# [Description of the task]
Reproduce exactly, and solely, the lines running from the top of the data below through the line with "position:absolute; left:15px; bottom:12px;", both inclusive. Omit pictures.

# [Data shown]
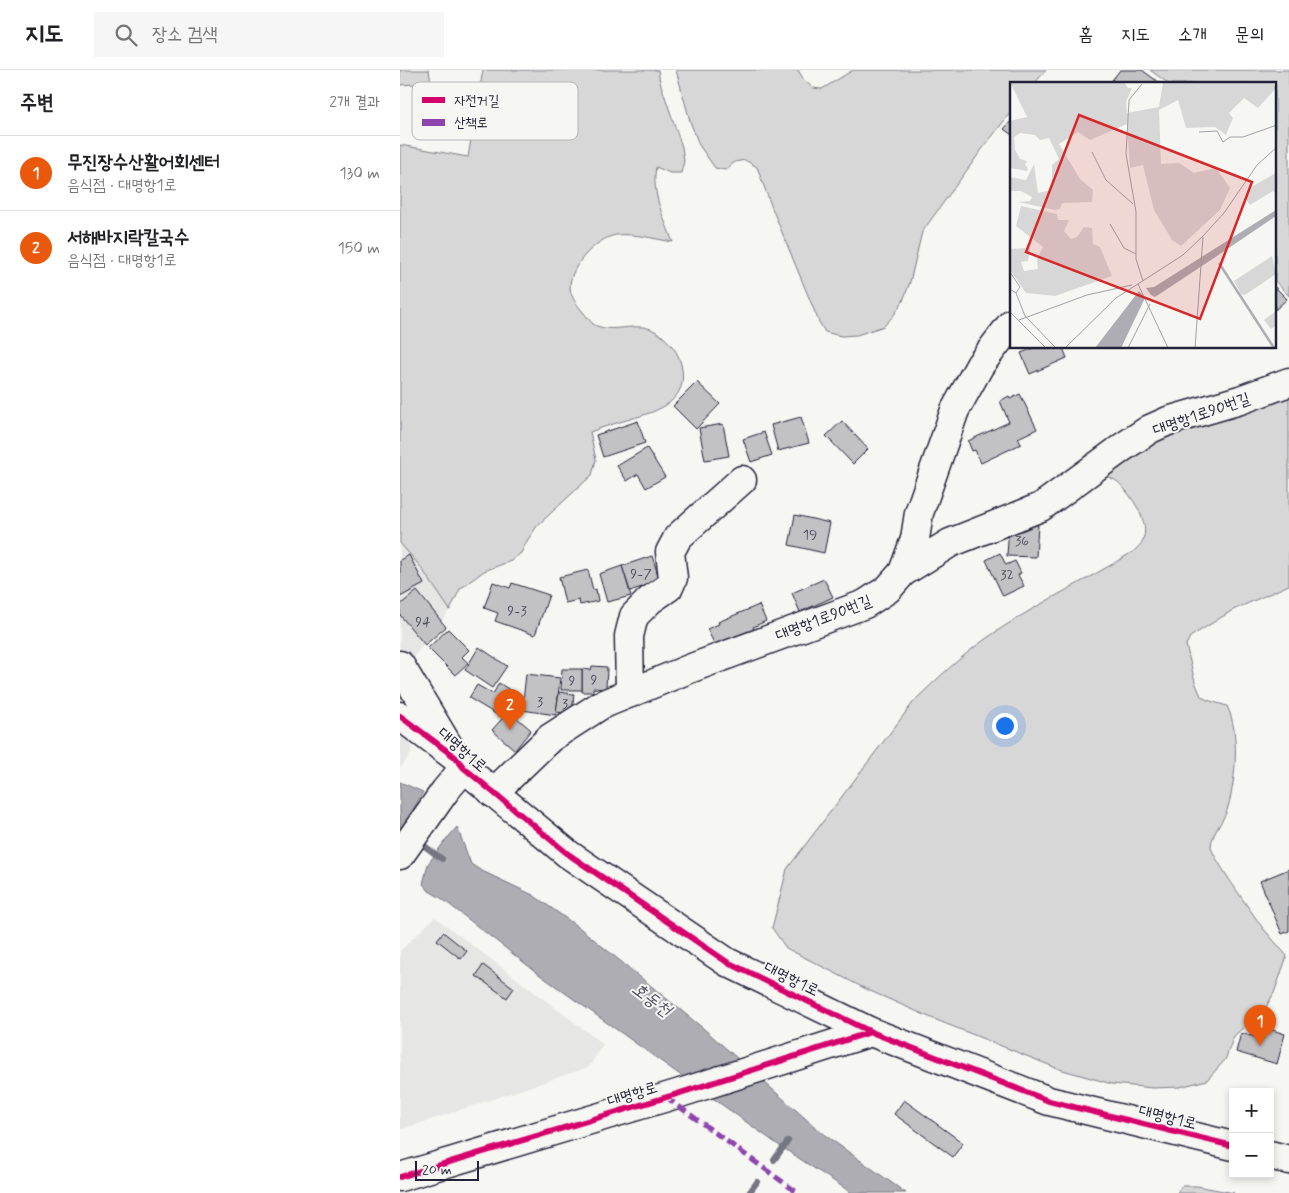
<!DOCTYPE html>
<html lang="ko">
<head>
<meta charset="utf-8">
<style>
	body { margin:0; font-family:Mynerve,"Poor Story",sans-serif; background:#f6f6f6; color:#202124 }
	.controls { position:absolute; right:15px; bottom:15px; display:grid; overflow:hidden; border-radius:0px; box-shadow:0 2px 8px #0003 }
	.controls button { width:45px; height:45px; display:grid; place-items:center; padding:0; border:0; border-bottom:1px solid #e0e0e0; background:#fff; color:#202124; font:25px sans-serif }
	.scale { position:absolute; left:15px; bottom:12px; width:64px; box-sizing:border-box; padding-left:5px; border:2px solid #22223b; border-top:0; font-size:14px; line-height:18px; white-space:nowrap; color:#22223b; -webkit-text-stroke:4px #f6f6f2; paint-order:stroke }
	.you { position:absolute; left:604px; top:655px; width:18px; height:18px; margin:-12px; border:4px solid #fff; border-radius:50%; background:#1a73e8; box-shadow:0 0 0 8px #1a73e833 }
	.badge { display:grid; place-items:center; width:32px; height:32px; border-radius:50%; background:#ea580c; color:#fff; font-size:16px; font-weight:700 }
	.pin { position:absolute; translate:-50% -41px; filter:drop-shadow(0 1px 2px #0008) }
	.pin::after { content:''; position:absolute; top:26px; width:18px; height:15px; background:inherit; clip-path:polygon(0 0,100% 0,50% 100%) }
	.list { margin:0; padding:0; list-style:none }
	h2 { display:flex; justify-content:space-between; align-items:center; height:65px; margin:0; padding:0 20px; font-size:21px }
	h2 small { font-size:16px; font-weight:400; color:#757577 }
	.list li { display:grid; grid-template-columns:32px 1fr auto; gap:15px; align-items:center; box-sizing:border-box; height:75px; padding:0 20px; border-top:1px solid #e0e0e0 }
	.list b { display:block; font-size:19px; white-space:nowrap }
	.list p { margin:0; font-size:16px; white-space:nowrap; color:#757577 }
	.list em { font-size:16px; font-style:normal; color:#757577 }
	.icon { flex:none; width:28px; height:28px; fill:none; stroke:currentColor; stroke-width:2; stroke-linecap:round; stroke-linejoin:round }
	.map { position:relative; flex:none; width:889px; height:1123px; overflow:hidden }
	header { display:flex; align-items:center; gap:30px; box-sizing:border-box; height:70px; padding:0 25px; background:#fff; border-bottom:1px solid #e0e0e0 }
	header strong { font-size:24px }
	nav { display:flex; gap:28px; margin-inline-start:auto; font-size:18px }
	.search { width:350px; height:45px; background:#f6f6f6; display:flex; align-items:center; gap:12px; box-sizing:border-box; padding:0 18px; border-radius:0px; color:#757577; font-size:19px }
	main { display:flex }
	aside { flex:1; background:#fff }
	.map>svg:first-child { display:block }
</style>
</head>
<body>
<header>
<strong>지도</strong>
<div class="search"><svg class="icon" aria-label="search" viewBox="0 0 24 24"><circle cx="10" cy="10" r="6"/><path d="M15 15l6 6"/></svg>장소 검색</div>
<nav><a>홈</a><a>지도</a><a>소개</a><a>문의</a></nav>
</header>
<main>
<aside>
<h2>주변<small>2개 결과</small></h2>
<ul class="list">
<li><span class="badge">1</span><div><b>무진장수산활어회센터</b><p>음식점 · 대명항1로</p></div><em>130 m</em></li>
<li><span class="badge">2</span><div><b>서해바지락칼국수</b><p>음식점 · 대명항1로</p></div><em>150 m</em></li>
</ul>
</aside>
<div class="map">
<svg width="889" height="1123" viewBox="0 0 889 1123">
	<rect width="100%" height="100%" fill="#f6f6f2"/>
	<filter id="ink" filterUnits="userSpaceOnUse"><feTurbulence type="fractalNoise" baseFrequency=".02" numOctaves="2"/><feDisplacementMap in="SourceGraphic" scale="10" xChannelSelector="R" yChannelSelector="G"/><feConvolveMatrix kernelMatrix="1 2 1 2 8 2 1 2 1" color-interpolation-filters="sRGB"/></filter>
	<g filter="url(#ink)">
		<!-- built -->
		<g fill="#e6e6e4">
			<polygon points="0,473 20,496 50,540 14,586 11,684 0,698"/>
			<polygon points="35,847 203,974 189,997 0,1060 0,881"/>
		</g>
		<!-- green -->
		<g fill="#d7d7d7" stroke="#7c7c89">
			<polygon points="0,0 29,0 31,13 0,15"/>
			<path d="M83 0H258L260 12 282 77 284 91 281 103H270L256 97C251 123 264 148 273 172 255 169 234 163 216 165 196 168 164 201 171 223 173 230 179 237 183 242 186 245 190 251 193 254 211 265 236 251 253 260 265 266 278 280 281 294 290 331 259 341 230 349 216 353 203 357 190 362L196 390 192 405 137 456 127 471 121 483 111 491 84 501 60 519 50 540 20 496 0 473V75L68 87Z"/>
			<polygon points="276,0 398,0 404,10 413,18 422,19 453,0 646,0 634,14 612,14 611,42 583,78 522,162 510,212 503,231 494,245 484,256 457,265 441,266 425,262 419,252 372,138 357,97 345,90 335,92 325,100 315,98 299,75 290,51"/>
			<polygon points="750,0 889,0 889,226 875,211 875,14 769,14"/>
			<path d="M889 321V515L833 540 790 567 786 575 795 612 801 626 807 630 827 636C840 662 836 709 828 737 825 750 812 762 811 776 811 786 854 845 862 857 870 867 879 876 887 886L874 923 866 937 834 966 825 990 807 1010 780 1017 753 1018 712 1014 659 999 534 949 468 920 386 878 372 858 387 799 515 630C537 609 559 588 584 570 631 536 685 512 734 481 737 478 740 475 742 472 752 453 731 425 718 412 714 409 708 407 703 405L738 376Z"/>
			<polygon points="782,1116 797,1116 834,1123 777,1123"/>
		</g>
		<!-- water -->
		<g fill="#adadb3" stroke="#757583">
			<polygon points="0,712 23,722 0,763"/>
			<polygon points="57,757 71,794 80,800 133,825 181,859 304,959 422,1063 506,1123 452,1123 377,1074 140,905 41,828 29,821 23,814 28,794 44,772"/>
		</g>
		<g fill="none" stroke-linecap="round" stroke-linejoin="round">
			<!-- stream -->
			<g stroke="#757583" stroke-width="6">
				<polyline points="18,771 42,789"/>
				<polyline points="374,1090 388,1071"/>
				<polyline points="349,1123 357,1112"/>
			</g>
		</g>
		<!-- building -->
		<g fill="#c2c2c4" stroke="#22223b">
			<polygon points="720,0 742,0 761,14 709,14"/>
			<polygon points="612,50 612,65 604,59"/>
			<polygon points="875,217 887,229 875,240"/>
			<polygon points="634,278 663,278 667,288 630,304 621,283"/>
			<polygon points="297,312 320,334 296,359 273,336"/>
			<polygon points="620,324 637,359 618,368 621,374 581,393 575,380 572,381 568,371 609,352 600,331 609,326 610,329"/>
			<polygon points="401,347 409,373 378,381 371,355"/>
			<polygon points="238,351 245,373 203,387 196,365"/>
			<polygon points="442,351 468,379 453,394 426,366"/>
			<polygon points="323,354 329,386 305,390 299,358"/>
			<polygon points="364,362 372,385 351,392 343,369"/>
			<polygon points="247,378 265,407 246,418 238,404 227,411 217,396"/>
			<polygon points="395,445 430,453 424,483 389,475"/>
			<polygon points="609,454 638,455 636,487 607,486"/>
			<polygon points="600,483 606,495 615,491 621,503 618,505 624,516 603,526 586,490"/>
			<polygon points="9,485 24,514 0,527 0,490"/>
			<polygon points="252,486 260,511 230,521 222,496"/>
			<polygon points="222,496 231,526 207,532 199,504"/>
			<polygon points="188,500 193,520 196,519 198,531 180,535 179,530 165,533 159,507"/>
			<polygon points="424,509 433,527 400,542 392,523"/>
			<polygon points="93,512 110,518 112,513 149,525 135,565 95,551 98,543 84,538"/>
			<polygon points="17,521 46,557 25,575 0,545 0,535"/>
			<polygon points="359,535 366,551 353,557 354,560 315,575 307,559 319,554 318,552"/>
			<polygon points="48,559 69,580 62,587 68,593 55,605 28,578"/>
			<polygon points="79,577 107,596 92,618 65,600"/>
			<polygon points="192,596 207,597 206,619 193,618 193,622 182,622 182,599 191,600"/>
			<polygon points="162,599 182,599 182,620 161,620"/>
			<polygon points="126,604 160,608 156,645 122,640"/>
			<polygon points="99,613 113,622 99,646 69,628 77,615 93,624"/>
			<polygon points="159,622 174,624 172,644 156,642"/>
			<polygon points="109,641 131,660 115,680 92,660"/>
			<polygon points="889,799 889,861 882,864 860,811"/>
			<polygon points="43,862 67,881 61,889 37,870"/>
			<polygon points="83,895 114,918 107,928 76,906"/>
			<polygon points="866,958 885,964 877,994 836,982 841,963 863,969"/>
			<polygon points="504,1030 563,1073 553,1087 494,1044"/>
		</g>
		<g fill="none" stroke-linecap="round" stroke-linejoin="round">
			<defs>
				<g id="minor">
					<polyline points="503,502 515,469 519,443 555,340 580,295 612,253"/>
					<polyline points="0,595 49,677"/>
					<polyline points="230,623 229,566 234,546 250,530 269,517 273,508 270,482 278,467 342,410"/>
					<polyline points="0,646 55,687 64,698 168,784 327,892 471,962 649,1031 833,1076"/>
					<polyline points="93,723 150,668 201,635 289,599 465,534 488,519 503,502 550,473 641,437 723,377 750,359 768,351 840,330 889,312"/>
					<polyline points="0,785 45,721 64,698"/>
					<polyline points="870,1085 889,1090"/>
					<polyline points="0,1107 277,1024 471,962"/>
				</g>
			</defs>
			<!-- minor casing -->
			<use href="#minor" stroke="#22223b" stroke-width="31"/>
			<!-- minor -->
			<use href="#minor" stroke="#f6f6f2" stroke-width="28"/>
			<!-- quiet -->
			<polyline stroke="#8e44ad" stroke-width="5" stroke-dasharray="10 5" stroke-linecap="butt" points="266,1027 398,1123"/>
			<defs>
				<g id="cycleway">
					<polyline points="0,646 55,687 64,698 168,784 327,892 471,962 649,1031 833,1076"/>
					<polyline points="0,1107 277,1024 471,962"/>
				</g>
			</defs>
			<!-- cycleway casing -->
			<use href="#cycleway" stroke="#f6f6f2" stroke-width="9"/>
			<!-- cycleway -->
			<use href="#cycleway" stroke="#d6006c" stroke-width="6"/>
		</g>
	</g>
	<g text-anchor="middle" stroke-width="4" stroke-linejoin="round" paint-order="stroke">
		<!-- number labels -->
		<g font-size="14" fill="#4a4a5d">
			<text x="410" y="469">19</text>
			<text x="622" y="475">36</text>
			<text x="241" y="508">9-7</text>
			<text x="607" y="509">32</text>
			<text x="117" y="545">9-3</text>
			<text x="23" y="556">94</text>
			<text x="194" y="614">9</text>
			<text x="172" y="615">9</text>
			<text x="140" y="636">3</text>
			<text x="165" y="638">3</text>
		</g>
		<!-- street labels -->
		<g font-size="16" fill="#22223b" stroke="#f6f6f2">
			<text transform="translate(801 343) rotate(-19)" y="6">대명항1로90번길</text>
			<text transform="translate(423 547) rotate(-21)" y="6">대명항1로90번길</text>
			<text transform="translate(63 679) rotate(41)" y="6">대명항1로</text>
			<text transform="translate(392 908) rotate(26)" y="6">대명항1로</text>
			<text transform="translate(232 1023) rotate(-17)" y="6">대명항로</text>
			<text transform="translate(768 1046) rotate(14)" y="6">대명항1로</text>
		</g>
		<!-- water labels -->
		<g font-size="18" font-style="italic" fill="#535365" stroke="#f6f6f2">
			<text transform="translate(252 929) rotate(37)" y="6">호동천</text>
		</g>
	</g>
	<!-- overview -->
	<g transform="translate(610 12)">
		<rect width="266" height="266" fill="#f6f6f2"/>
		<path d="M0 0H114L118 6H122L116 20 117 31 149 25 153 0H262L266 6 248 26 234 16 219 31 223 36 216 53 205 45 176 46 168 18 149 28 151 82 169 81 184 91 206 86 220 106 210 128 171 164 162 158 144 128 133 83 120 86 117 42 80 58 68 50 49 62 70 97 83 108 82 120 52 121 50 127 45 128 8 120 20 119 22 115 11 109H0V95L16 98 24 82 28 111 42 108V83L49 77 39 56 30 58 25 53 10 51 4 55 5 68 10 77 17 79 15 83 18 86 17 89 0 86V39L17 35ZM266 91V112L263 109 240 123 235 116 243 104ZM11 124 47 132 48 138H59L54 149 61 157 67 155 74 145 82 146 83 162 90 165 102 194 45 214 16 211 0 188V167L20 166 18 179 11 180 14 189 28 187 27 177 33 165 6 144ZM262 174 266 192 235 213 231 212 224 199ZM266 229V244L261 247 254 238Z" fill="#d7d7d7"/>
		<path d="M266 128V134L204 176 145 215 141 213 136 206 144 205ZM129 209 135 216 111 266H85Z" fill="#adadb3"/>
		<path fill="none" stroke="#adadb3" stroke-width="2.5" d="M209 181 264 266"/>
		<path fill="none" stroke="#a1a1a9" stroke-width="1" d="M132 2 119 18 116 72 126 130V177L133 199M189 50 207 49 213 60 220 55H233L267 43M82 70 96 98 123 122M0 128V150M100 142 114 166 126 172M0 190 10 205 6 211M128 202 158 266M0 207 6 211 15 234 46 266M0 230 36 266M9 238 77 213 122 203M55 266 106 216 173 173 193 154 214 131 247 83 267 65M118 266 140 222M185 266 193 155"/>
		<path fill="#d62828" fill-opacity="0.15" stroke="#d62828" stroke-width="2.5" d="M69 33 242 100 190 237 16 170Z"/>
		<rect width="266" height="266" fill="none" stroke="#22223b" stroke-width="2.5"/>
	</g>
	<!-- legend -->
	<rect x="12" y="12" width="166" height="58" rx="8" fill="#f6f6f2" stroke="#b6b6bb" stroke-width="1"/>
	<rect x="22" y="27" width="23" height="6" fill="#d6006c"/>
	<rect x="22" y="49" width="23" height="7" fill="#8e44ad"/>
	<g font-size="14" fill="#22223b">
		<text x="54" y="35">자전거길</text>
		<text x="54" y="57">산책로</text>
	</g>
</svg>
<div class="controls">
<button>+</button>
<button>−</button>
</div>
<div class="scale">20 m</div>
<div class="you"></div>
<div class="pin badge" style="left:860px;top:976px">1</div>
<div class="pin badge" style="left:110px;top:660px">2</div>
</div>
</main>
</body>
</html>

# [Answer to this exercise]
<!DOCTYPE html>
<html lang="ko">
<head>
<meta charset="utf-8">
<style>
	body { margin:0; font-family:Mynerve,"Poor Story",sans-serif; background:#f6f6f6; color:#202124 }
	.controls { position:absolute; right:15px; bottom:15px; display:grid; overflow:hidden; border-radius:0px; box-shadow:0 2px 8px #0003 }
	.controls button { width:45px; height:45px; display:grid; place-items:center; padding:0; border:0; border-bottom:1px solid #e0e0e0; background:#fff; color:#202124; font:25px sans-serif }
	.scale { position:absolute; left:15px; bottom:12px; width:64px; box-sizing:border-box; padding-left:5px; border:2px solid #22223b; border-top:0; font-size:14px; line-height:18px; white-space:nowrap; color:#22223b; -webkit-text-stroke:4px #f6f6f2; paint-order:stroke }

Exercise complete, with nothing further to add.